Também é importante utilizar somente sites e aplicativos oficiais, ativar autenticação em dois fatores e desconfiar de links, QR Codes ou mensagens inesperadas que solicitem reconhecimento facial.
Cuidados importantes com fotos e documentos
Criminosos podem tentar obter fotografias, documentos e dados pessoais por diferentes meios. Por isso, não é recomendado permitir que desconhecidos fotografem o rosto ou documentos sob pretextos de cadastro, entrega de brindes ou confirmação de serviços.
O Banco Central já alerta para golpes em que fraudadores solicitam selfies alegando que precisam confirmar uma entrega e depois utilizam a imagem para tentar abrir contas ou contratar empréstimos.
O que fazer se descobrir uma fraude em seu nome?
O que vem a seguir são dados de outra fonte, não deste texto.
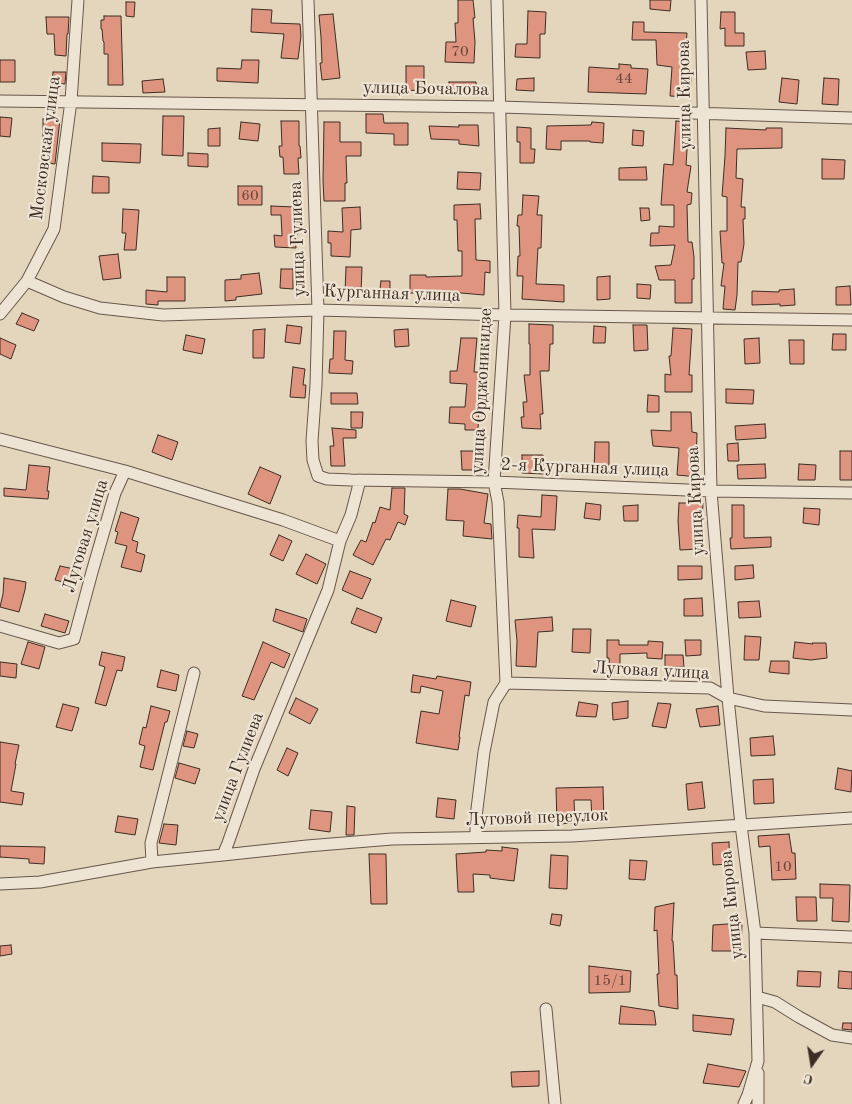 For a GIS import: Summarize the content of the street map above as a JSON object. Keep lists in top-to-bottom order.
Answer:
{
  "streets": {
    "street": [
      "улица Бочалова",
      "улица Кирова",
      "Московская улица",
      "улица Гулиева",
      "Курганная улица",
      "улица Орджоникидзе",
      "2-я Курганная улица",
      "Луговая улица",
      "Луговой переулок"
    ]
  },
  "crossings": [
    ["улица Бочалова", "улица Кирова"],
    ["улица Бочалова", "Московская улица"],
    ["улица Бочалова", "улица Гулиева"],
    ["улица Бочалова", "улица Орджоникидзе"],
    ["улица Кирова", "Курганная улица"],
    ["улица Кирова", "2-я Курганная улица"],
    ["улица Кирова", "Луговая улица"],
    ["улица Кирова", "Луговой переулок"],
    ["Московская улица", "Курганная улица"],
    ["улица Гулиева", "Курганная улица"],
    ["улица Гулиева", "2-я Курганная улица"],
    ["улица Гулиева", "Луговая улица"],
    ["улица Гулиева", "Луговой переулок"],
    ["Курганная улица", "улица Орджоникидзе"],
    ["улица Орджоникидзе", "2-я Курганная улица"],
    ["улица Орджоникидзе", "Луговая улица"]
  ],
  "house_numbers": [
    "70",
    "44",
    "60",
    "10",
    "15/1"
  ],
  "north": "bottom"
}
Ao identificar uma conta, empréstimo ou movimentação desconhecida, a orientação é entrar imediatamente em contato com a instituição financeira pelos canais oficiais e solicitar o bloqueio ou cancelamento da operação.
Também é recomendado registrar um boletim de ocorrência e acompanhar contas e relacionamentos bancários vinculados ao CPF. Pelo sistema Registrato, do Banco Central, é possível consultar informações sobre instituições financeiras com as quais uma pessoa possui relacionamento.